Exercise goal: Tally the lines of the records that contain the string "overflow", then give the total and nothing more.

Data excerpts:
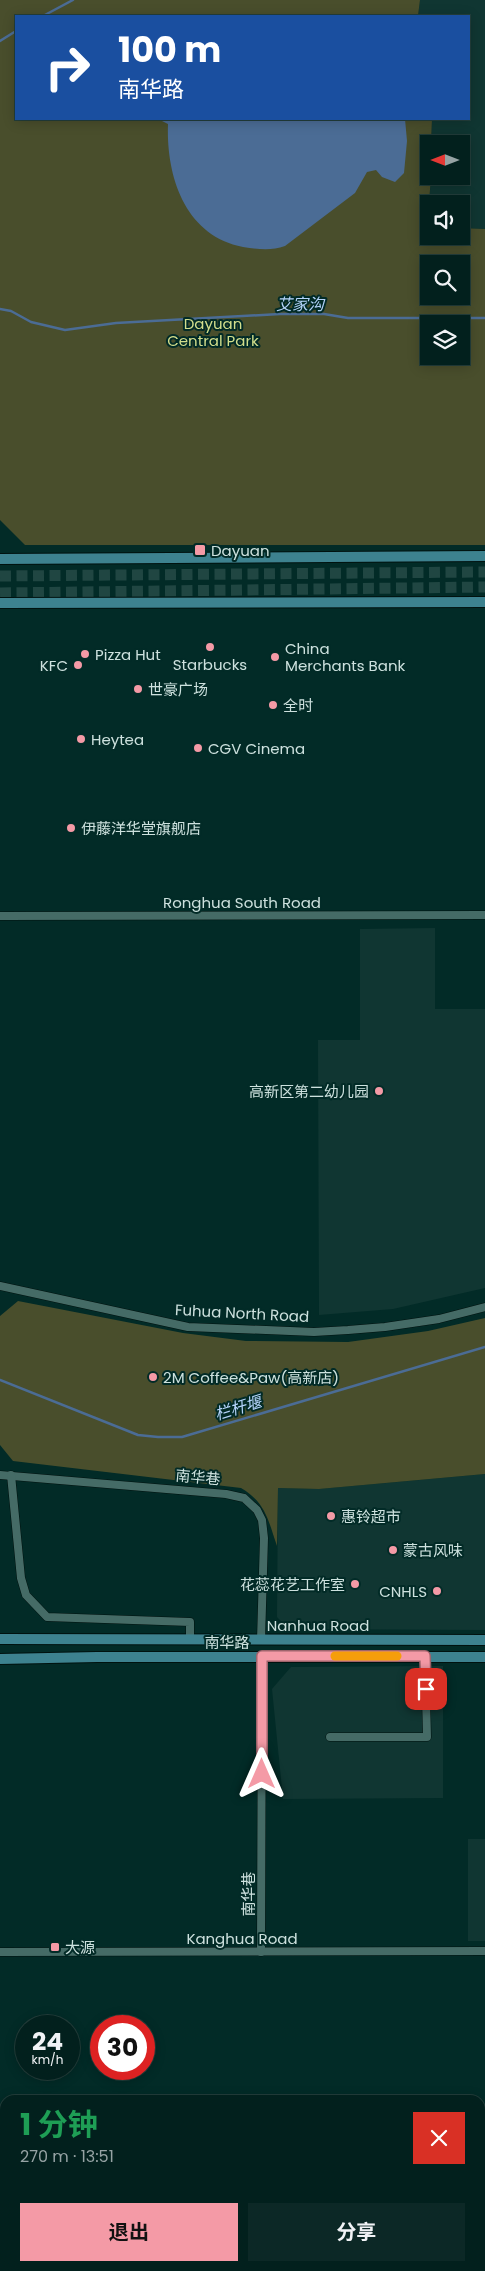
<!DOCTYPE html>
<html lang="zh">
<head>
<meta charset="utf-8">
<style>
  body { margin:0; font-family:Poppins,"Noto Sans SC",sans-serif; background:#0c2826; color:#f1f3f6; height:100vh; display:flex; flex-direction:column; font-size:19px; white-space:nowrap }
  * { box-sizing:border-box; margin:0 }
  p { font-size:16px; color:#96a3a4 }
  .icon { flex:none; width:28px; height:28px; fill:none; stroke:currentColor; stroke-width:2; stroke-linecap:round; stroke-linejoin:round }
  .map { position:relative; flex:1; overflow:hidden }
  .side { position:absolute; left:0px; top:2095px; width:485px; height:176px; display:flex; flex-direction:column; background:#02201d; border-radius:15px 15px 0 0; box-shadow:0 2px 12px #0003,0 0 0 1px #233e3b }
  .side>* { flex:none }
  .top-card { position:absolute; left:15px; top:15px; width:455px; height:105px; border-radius:0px; box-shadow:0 2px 12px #0003,0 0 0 1px #233e3b; background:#1a4fa0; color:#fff; overflow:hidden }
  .needle { width:32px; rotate:270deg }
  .controls { position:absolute; left:420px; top:135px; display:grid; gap:10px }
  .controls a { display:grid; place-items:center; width:50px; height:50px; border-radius:0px; background:#02201d; box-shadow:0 2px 12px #0003,0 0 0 1px #233e3b; font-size:25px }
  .speed { position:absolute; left:15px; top:2015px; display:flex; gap:10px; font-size:25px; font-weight:700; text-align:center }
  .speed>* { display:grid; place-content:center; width:65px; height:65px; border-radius:50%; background:#02201d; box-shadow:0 2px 12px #0003,0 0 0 1px #233e3b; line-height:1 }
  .speed small { font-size:12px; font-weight:400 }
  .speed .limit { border:8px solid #d22; background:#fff; color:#111 }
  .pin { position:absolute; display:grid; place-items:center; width:42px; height:42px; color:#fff; margin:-21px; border-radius:10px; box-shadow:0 2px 8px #0006 }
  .me { position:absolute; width:55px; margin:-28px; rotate:0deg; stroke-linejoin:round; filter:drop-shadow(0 0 4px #0008) }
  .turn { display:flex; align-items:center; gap:18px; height:105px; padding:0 20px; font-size:22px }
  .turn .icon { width:65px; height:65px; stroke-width:2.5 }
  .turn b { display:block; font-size:35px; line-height:42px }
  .round { display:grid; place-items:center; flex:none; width:52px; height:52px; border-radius:0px; background:#0c2826 }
  .head { display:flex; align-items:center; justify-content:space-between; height:85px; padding:0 20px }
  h1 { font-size:30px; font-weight:700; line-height:38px; color:#1e9e55 }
  .cta { display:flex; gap:10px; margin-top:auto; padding:10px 20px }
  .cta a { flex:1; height:58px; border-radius:0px; background:#f49aa6; color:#111; font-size:20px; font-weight:700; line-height:58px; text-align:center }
  .cta a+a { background:#0c2826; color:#f1f3f6 }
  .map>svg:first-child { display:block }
</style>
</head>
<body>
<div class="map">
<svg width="485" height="2271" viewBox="0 0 485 2271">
  <rect width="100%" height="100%" fill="#022b27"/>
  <g fill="#103632">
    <path d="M420,0h65v229l-24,-1v-24h-32v14l-1,-1 3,-41h30v-32h-30l1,-25h37v-103h-51z"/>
    <path d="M435,928v81h50v279l-92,21 -74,6 -1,-275h42v-111z"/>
    <path d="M485,1474v156l-196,-1 -12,-12 1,-129 41,1z"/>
    <path d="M443,1666v132l-160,1 -11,-110 19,-22z"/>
    <rect x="468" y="1839" width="17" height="102"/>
  </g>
  <g fill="#494e2c" fill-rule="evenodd">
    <path d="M0,0h420l-2,16h-402v103h416l-1,25h-2v32h2l-3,41 1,19h32v-8l24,1v316h-460l-25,-25zM429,264h32v32h-32zM429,324h32v32h-32z"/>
    <path d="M18,1301l165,32 63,8 102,1 80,-11 57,-13v156l-166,15 -41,-1 -1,58c-9,-26 -11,-43 -36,-58l-228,-27 -13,-16v-129z"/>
  </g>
  <path fill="#4b6c95" d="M158,119h247l2,22 -3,32 -9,9 -13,-5 -6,-7 -9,2 -12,21 -70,53c-14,5 -28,3 -42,1 -58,-11 -77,-71 -75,-123z"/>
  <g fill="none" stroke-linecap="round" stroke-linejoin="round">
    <g stroke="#4b6c95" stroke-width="2.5">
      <path d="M43,16l30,-16"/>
      <path d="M0,41l16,-10"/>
      <path d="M0,309l11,2 20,11 34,8 51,-7 164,-9h44l24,4h137"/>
      <path d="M0,1380l138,55 20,2h24l303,-90"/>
    </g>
    <g stroke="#204642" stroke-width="11" stroke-dasharray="11 5.5" stroke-linecap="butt">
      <path d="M0,576l485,-4"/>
      <path d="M0,593l485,-6"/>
    </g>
    <g stroke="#00120f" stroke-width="9">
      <g id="minor">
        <path d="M0,916l485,-1"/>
        <path d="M0,1286l188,41 126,5 34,-2 37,-3 54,-8 46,-12"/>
        <path d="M0,1475l226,19 18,4 13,12 5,10 2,18 -3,102"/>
        <path d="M11,1475l10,103 5,17 21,22 143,5v17"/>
        <path d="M330,1737h97l-2,-80"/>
        <path d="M0,1952l485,-1"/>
        <path d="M261,1952l1,-295"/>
        <path d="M0,2247h5"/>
        <path d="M480,2250h5"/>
        <path d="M0,2260h5"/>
        <path d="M480,2263h5"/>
        <path d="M266,2271v-5"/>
      </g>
    </g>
    <g stroke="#00120f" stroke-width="12">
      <g id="major">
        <path d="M0,559l485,-3"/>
        <path d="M0,603l485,-1"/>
        <path d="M0,1639l485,1"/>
        <path d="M0,1659l97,-2h388"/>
      </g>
    </g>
    <use href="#minor" stroke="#456b66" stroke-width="8"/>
    <use href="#major" stroke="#3d828f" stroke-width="10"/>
  </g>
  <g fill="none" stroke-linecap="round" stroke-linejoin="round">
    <g stroke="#9f646c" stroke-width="12">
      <path id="route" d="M262,1774v-118h163l1,33"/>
    </g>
    <use href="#route" stroke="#f49aa6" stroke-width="9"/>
    <path stroke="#f59e0b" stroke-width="9" d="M335,1656h62"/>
  </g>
  <g fill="#f49aa6" stroke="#022b27" stroke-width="2">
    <rect x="194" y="544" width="12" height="12" rx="2.5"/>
    <circle cx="210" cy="647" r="5"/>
    <circle cx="85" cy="654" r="5"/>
    <circle cx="275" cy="657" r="5"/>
    <circle cx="78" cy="665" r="5"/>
    <circle cx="138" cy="689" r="5"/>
    <circle cx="273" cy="705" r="5"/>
    <circle cx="81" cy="739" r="5"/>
    <circle cx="198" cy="748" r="5"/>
    <circle cx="71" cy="828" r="5"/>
    <circle cx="379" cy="1091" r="5"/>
    <circle cx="153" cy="1377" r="5"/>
    <circle cx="331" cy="1516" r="5"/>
    <circle cx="393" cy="1550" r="5"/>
    <circle cx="355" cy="1584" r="5"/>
    <circle cx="437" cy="1591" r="5"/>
    <rect x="50" y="1942" width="10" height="10" rx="2.5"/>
  </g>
  <g text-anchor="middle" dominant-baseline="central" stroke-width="4" stroke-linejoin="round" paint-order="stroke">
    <g font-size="15" fill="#d2de8c" stroke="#022b27">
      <text x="213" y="323">Dayuan<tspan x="213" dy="17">Central Park</tspan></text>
    </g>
    <g font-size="15" fill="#cde1de" stroke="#022b27" text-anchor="start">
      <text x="211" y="550">Dayuan</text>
      <text x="285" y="648">China<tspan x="285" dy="17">Merchants Bank</tspan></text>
      <text x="95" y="654">Pizza Hut</text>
      <text x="210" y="664" text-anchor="middle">Starbucks</text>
      <text x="68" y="665" text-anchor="end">KFC</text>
      <text x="148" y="689">世豪广场</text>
      <text x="283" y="705">全时</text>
      <text x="91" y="739">Heytea</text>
      <text x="208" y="748">CGV Cinema</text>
      <text x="81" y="828">伊藤洋华堂旗舰店</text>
      <text x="369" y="1091" text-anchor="end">高新区第二幼儿园</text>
      <text x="163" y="1377">2M Coffee&amp;Paw(高新店)</text>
      <text x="341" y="1516">惠铃超市</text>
      <text x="403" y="1550">蒙古风味</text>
      <text x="345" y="1584" text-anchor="end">花蕊花艺工作室</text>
      <text x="427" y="1591" text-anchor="end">CNHLS</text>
      <text x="65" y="1947">大源</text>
    </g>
    <g font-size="15" fill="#cde1de" stroke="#022b27">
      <text x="242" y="902">Ronghua South Road</text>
      <text transform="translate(242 1313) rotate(3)">Fuhua North Road</text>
      <text transform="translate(198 1477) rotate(5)">南华巷</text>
      <text x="318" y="1625">Nanhua Road</text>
      <text x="227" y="1642">南华路</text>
      <text transform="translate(248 1894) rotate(-90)">南华巷</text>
      <text x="242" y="1938">Kanghua Road</text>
    </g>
    <g font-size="16" font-style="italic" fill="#b5d4fb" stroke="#022b27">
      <text x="300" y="304">艾家沟</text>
      <text transform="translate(238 1408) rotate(-17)">栏杆堰</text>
    </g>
  </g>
</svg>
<div class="controls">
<a><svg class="needle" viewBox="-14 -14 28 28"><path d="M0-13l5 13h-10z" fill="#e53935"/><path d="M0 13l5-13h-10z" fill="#96a3a4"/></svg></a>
<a><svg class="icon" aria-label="sound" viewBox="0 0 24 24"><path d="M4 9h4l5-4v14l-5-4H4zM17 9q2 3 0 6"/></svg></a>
<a><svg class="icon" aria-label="search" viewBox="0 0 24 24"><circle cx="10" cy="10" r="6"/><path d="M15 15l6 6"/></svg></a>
<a><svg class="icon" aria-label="layers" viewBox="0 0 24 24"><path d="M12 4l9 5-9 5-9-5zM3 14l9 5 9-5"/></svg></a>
</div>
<div class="speed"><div>24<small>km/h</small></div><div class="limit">30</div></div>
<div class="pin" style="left:426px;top:1689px;background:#d93025"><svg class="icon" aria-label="arrive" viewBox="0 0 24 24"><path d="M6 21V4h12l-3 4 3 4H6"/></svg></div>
<svg class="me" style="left:262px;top:1774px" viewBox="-20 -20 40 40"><path d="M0-17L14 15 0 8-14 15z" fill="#f49aa6" stroke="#fff" stroke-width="4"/></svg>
<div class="top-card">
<div class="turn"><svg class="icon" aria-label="right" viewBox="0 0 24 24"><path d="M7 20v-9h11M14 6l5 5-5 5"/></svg><div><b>100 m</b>南华路</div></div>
</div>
<section class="side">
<div class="head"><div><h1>1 分钟</h1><p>270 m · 13:51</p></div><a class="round" style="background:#d93025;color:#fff"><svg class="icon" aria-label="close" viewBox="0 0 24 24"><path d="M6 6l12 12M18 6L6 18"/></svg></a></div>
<div class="cta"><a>退出</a><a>分享</a></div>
</section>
</div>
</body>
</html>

Response area: 2